GNN Explanations that do not Explain and How to find Them
Overview
Overall Novelty Assessment
The paper identifies a critical failure mode in self-explainable GNN explanations—namely, that explanations can be entirely unrelated to the model's actual inference process—and proposes a novel faithfulness metric (EST) to detect such degenerate cases. It resides in the Faithfulness Metric Development leaf alongside two sibling papers: one evaluating explainability for graph neural networks and another assessing attribution methods. This leaf contains only three papers total, suggesting a relatively sparse but focused research direction within the broader faithfulness evaluation landscape.
The taxonomy reveals that faithfulness evaluation comprises three distinct leaves: metric development, comparative evaluation studies, and ground-truth benchmark design. The paper's focus on developing a new metric positions it within the first category, while its empirical analysis of existing metrics' failures connects to comparative evaluation work. Neighboring branches include self-explainable GNN architectures and post-hoc explanation methods, with the paper's critical stance toward self-explainable models bridging these areas. The taxonomy's scope notes clarify that this work differs from empirical benchmarking studies by proposing a novel metric rather than merely comparing existing approaches.

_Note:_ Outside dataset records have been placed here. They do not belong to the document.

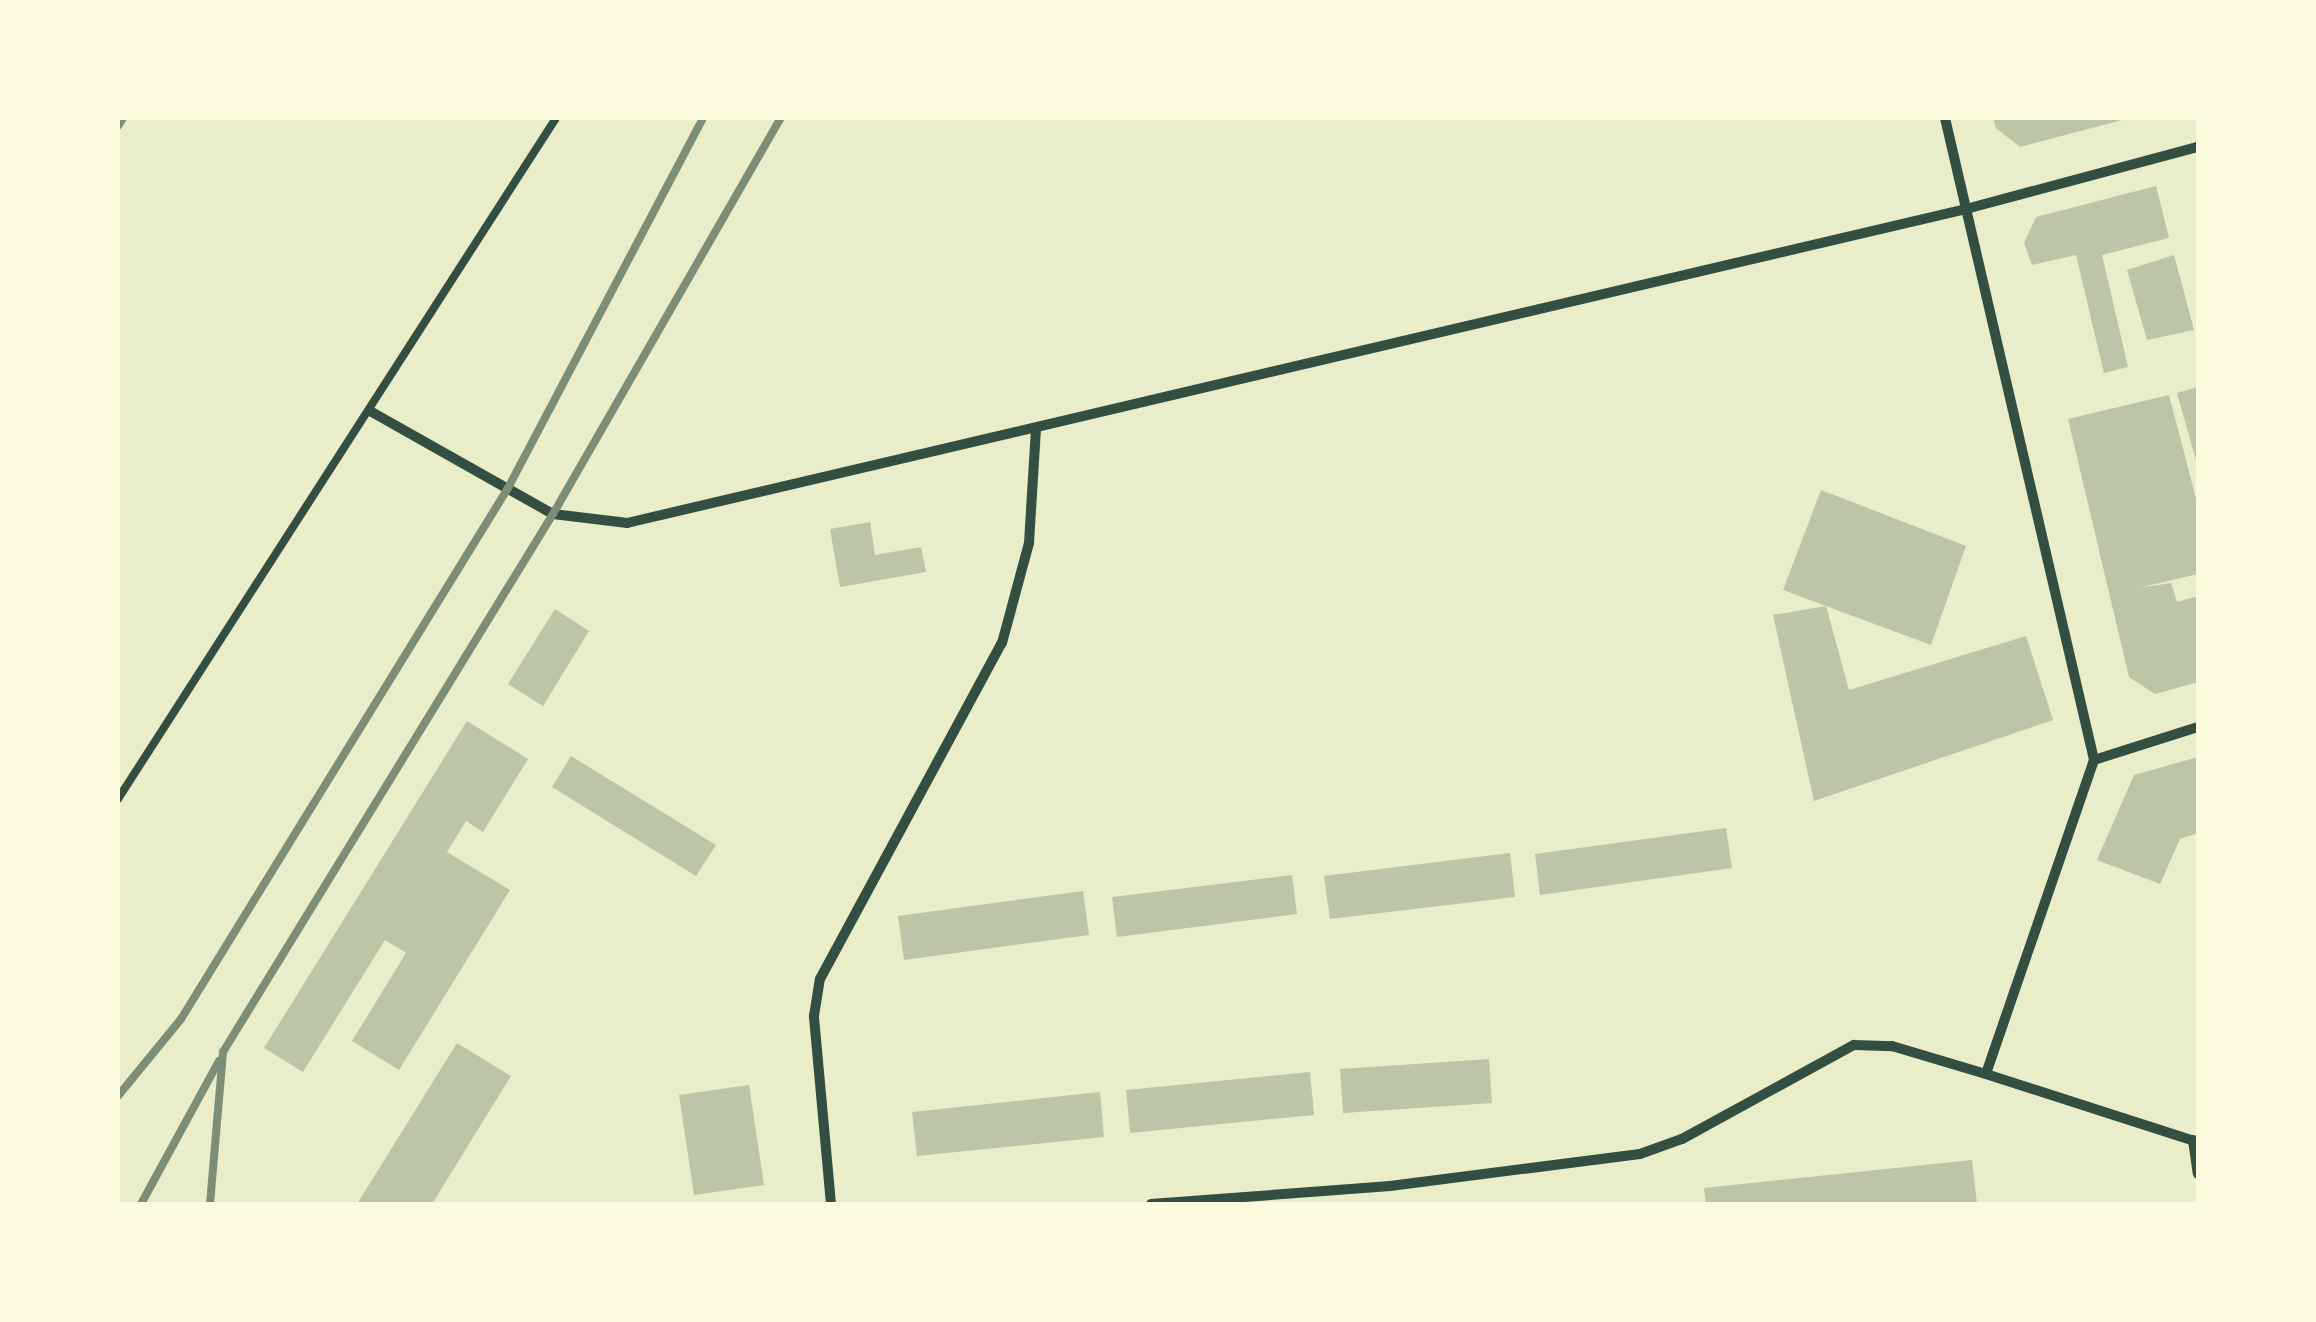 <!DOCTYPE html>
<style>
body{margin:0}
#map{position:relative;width:2316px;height:1322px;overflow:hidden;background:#e9edc9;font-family:"Source Sans 3",sans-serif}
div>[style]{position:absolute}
.building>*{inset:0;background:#bcc5a7}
.service>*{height:8px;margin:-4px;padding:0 4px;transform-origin:4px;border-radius:4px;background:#344e41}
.minor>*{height:10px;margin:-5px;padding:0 5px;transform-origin:5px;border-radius:5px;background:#344e41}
.rail>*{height:8px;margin:-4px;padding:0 4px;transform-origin:4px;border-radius:4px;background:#7c8e77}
span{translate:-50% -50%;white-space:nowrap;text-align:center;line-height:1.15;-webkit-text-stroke:10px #fefae0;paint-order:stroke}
.frame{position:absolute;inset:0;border:120px solid #fefae0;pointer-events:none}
</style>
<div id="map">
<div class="building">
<div style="clip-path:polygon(1993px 118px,2126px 118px,2126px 119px,2020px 147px,1996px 128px)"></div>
<div style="clip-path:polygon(2156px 186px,2169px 238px,2102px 255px,2128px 367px,2104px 373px,2076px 255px,2032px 265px,2024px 243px,2036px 217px)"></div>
<div style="clip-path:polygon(2174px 255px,2194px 330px,2147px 340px,2127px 270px)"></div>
<div style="clip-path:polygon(2198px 387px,2198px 464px,2197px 464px,2177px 393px)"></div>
<div style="clip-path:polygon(2169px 395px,2198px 506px,2198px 574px,2138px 588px,2171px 583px,2177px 602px,2198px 596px,2198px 682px,2155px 694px,2129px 677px,2068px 419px)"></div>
<div style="clip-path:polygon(1821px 490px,1966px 546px,1931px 645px,1783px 590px)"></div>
<div style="clip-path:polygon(870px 522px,875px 555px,921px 547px,926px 572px,840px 587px,830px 529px)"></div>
<div style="clip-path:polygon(1826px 606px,1849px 690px,2026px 636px,2053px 720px,1814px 801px,1773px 615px)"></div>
<div style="clip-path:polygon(555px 609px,589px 631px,543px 706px,508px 684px)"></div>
<div style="clip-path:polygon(467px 721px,528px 759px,483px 832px,466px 821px,447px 852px,510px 890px,399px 1070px,352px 1041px,406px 953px,385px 940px,303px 1072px,264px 1048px)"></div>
<div style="clip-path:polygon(571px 756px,716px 845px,696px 876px,552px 787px)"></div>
<div style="clip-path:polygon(2198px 757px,2198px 833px,2180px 839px,2160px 884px,2097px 860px,2134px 775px)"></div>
<div style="clip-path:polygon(1726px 828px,1732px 868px,1540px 895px,1535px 854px)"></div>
<div style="clip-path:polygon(1510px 853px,1515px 897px,1330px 919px,1324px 876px)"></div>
<div style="clip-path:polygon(1292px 875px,1297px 914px,1117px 937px,1112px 897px)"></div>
<div style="clip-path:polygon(1083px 891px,1089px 935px,904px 960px,898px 916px)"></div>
<div style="clip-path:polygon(457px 1043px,511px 1076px,432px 1204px,357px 1204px)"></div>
<div style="clip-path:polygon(1489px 1059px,1492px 1103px,1343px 1113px,1340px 1069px)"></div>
<div style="clip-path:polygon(1310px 1072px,1314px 1115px,1130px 1133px,1126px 1090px)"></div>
<div style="clip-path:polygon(749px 1085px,764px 1185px,694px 1195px,679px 1095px)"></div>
<div style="clip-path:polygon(1100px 1092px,1104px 1137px,917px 1156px,912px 1112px)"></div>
<div style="clip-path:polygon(1972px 1160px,1977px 1204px,1706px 1204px,1704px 1188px)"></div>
</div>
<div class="service">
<div style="left:118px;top:799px;width:810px;rotate:-57.25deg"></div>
</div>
<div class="minor">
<div style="left:1945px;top:118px;width:659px;rotate:76.93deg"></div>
<div style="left:2094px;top:760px;width:332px;rotate:109deg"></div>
<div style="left:1986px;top:1074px;width:223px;rotate:17.8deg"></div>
<div style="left:370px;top:411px;width:210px;rotate:29.4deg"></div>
<div style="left:553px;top:514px;width:75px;rotate:6.9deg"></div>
<div style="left:627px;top:523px;width:1375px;rotate:-13.2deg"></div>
<div style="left:1966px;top:209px;width:240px;rotate:-15deg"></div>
<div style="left:2094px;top:760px;width:109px;rotate:-17.6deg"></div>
<div style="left:2193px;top:1140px;width:34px;rotate:82deg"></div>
<div style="left:831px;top:1204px;width:189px;rotate:-95.2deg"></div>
<div style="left:814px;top:1016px;width:37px;rotate:-81deg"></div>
<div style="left:820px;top:979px;width:382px;rotate:-61.6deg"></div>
<div style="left:1002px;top:643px;width:104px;rotate:-74.9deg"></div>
<div style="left:1029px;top:543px;width:115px;rotate:-86.5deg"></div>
<div style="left:1151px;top:1204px;width:240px;rotate:-4.3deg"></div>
<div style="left:1390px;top:1186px;width:252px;rotate:-7.3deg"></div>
<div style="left:1640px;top:1154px;width:45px;rotate:-19.7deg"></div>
<div style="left:1682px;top:1139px;width:196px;rotate:-28.7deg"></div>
<div style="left:1854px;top:1045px;width:38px;rotate:2deg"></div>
<div style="left:1892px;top:1046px;width:98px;rotate:16.6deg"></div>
</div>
<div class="rail">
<div style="left:118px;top:126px;width:9px;rotate:-58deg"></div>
<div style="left:118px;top:1096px;width:99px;rotate:-50.7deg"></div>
<div style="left:181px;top:1019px;width:624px;rotate:-58.37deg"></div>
<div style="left:508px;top:488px;width:418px;rotate:-62.2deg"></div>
<div style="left:141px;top:1204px;width:163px;rotate:-61.4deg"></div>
<div style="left:210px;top:1204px;width:153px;rotate:-85.1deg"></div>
<div style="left:223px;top:1052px;width:631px;rotate:-58.48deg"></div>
<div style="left:553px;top:514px;width:457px;rotate:-60.1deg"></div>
</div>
<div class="frame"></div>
</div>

Among eighteen candidates examined across three contributions, none were found to clearly refute the paper's claims. The first contribution (identifying the failure case) examined five candidates with zero refutations; the second (EST metric) examined three with zero refutations; the third (benchmark design) examined ten with zero refutations. This suggests that within the limited search scope—focused on top semantic matches and citation expansion—the specific combination of detecting degenerate explanations and proposing EST appears relatively unexplored. The benchmark contribution examined the largest candidate pool, yet still found no overlapping prior work.
Based on the limited literature search of eighteen candidates, the work appears to occupy a distinct position within faithfulness evaluation. The taxonomy structure indicates this is an active area with critical examination of self-explainable models, yet the specific focus on degenerate explanations and the EST metric shows no clear precedent among examined papers. However, the search scope does not cover the entire field, and the sparse leaf population suggests this direction may benefit from broader contextualization as the area develops.
Taxonomy
Research Landscape Overview
Claimed Contributions
The authors identify and characterize a fundamental failure mode where self-explainable GNNs can produce explanations that are completely unrelated to the model's actual decision-making process, despite achieving optimal predictive performance. They provide theoretical conditions under which this occurs and demonstrate it empirically.
The authors propose the Extension Sufficiency Test (EST), a new metric for evaluating explanation faithfulness that holistically considers all supergraphs of an explanation. EST is shown to be more robust than existing metrics at detecting unfaithful explanations in both malicious and natural settings.
The authors introduce a controlled benchmark that evaluates faithfulness metrics based on their ability to reject known-unfaithful explanations, using manipulated SE-GNNs that are trained to output degenerate explanations while maintaining high accuracy.
Core Task Comparisons
Comparisons with papers in the same taxonomy category
[1] Evaluating explainability for graph neural networks PDF
[10] Reconsidering Faithfulness in Regular, Self-Explainable and Domain Invariant GNNs PDF
Contribution Analysis
Detailed comparisons for each claimed contribution
Identification of critical failure case in SE-GNN explanations
The authors identify and characterize a fundamental failure mode where self-explainable GNNs can produce explanations that are completely unrelated to the model's actual decision-making process, despite achieving optimal predictive performance. They provide theoretical conditions under which this occurs and demonstrate it empirically.
[25] Towards multi-grained explainability for graph neural networks PDF
[30] Graph-guided textual explanation generation framework PDF
[31] Conversational Graph-LLM Reasoning for Interactive Preference Modeling and Explainable Recommendation PDF
[32] TopInG: Topologically Interpretable Graph Learning via Persistent Rationale Filtration PDF
[33] Adversarial cooperative rationalization: The risk of spurious correlations in even clean datasets PDF
Novel faithfulness metric EST
The authors propose the Extension Sufficiency Test (EST), a new metric for evaluating explanation faithfulness that holistically considers all supergraphs of an explanation. EST is shown to be more robust than existing metrics at detecting unfaithful explanations in both malicious and natural settings.
[10] Reconsidering Faithfulness in Regular, Self-Explainable and Domain Invariant GNNs PDF
[34] On glocal explainability of graph neural networks PDF
[35] Predicting polyester Performance of powder coating material using 3D graph network PDF
Benchmark for evaluating faithfulness metrics
The authors introduce a controlled benchmark that evaluates faithfulness metrics based on their ability to reject known-unfaithful explanations, using manipulated SE-GNNs that are trained to output degenerate explanations while maintaining high accuracy.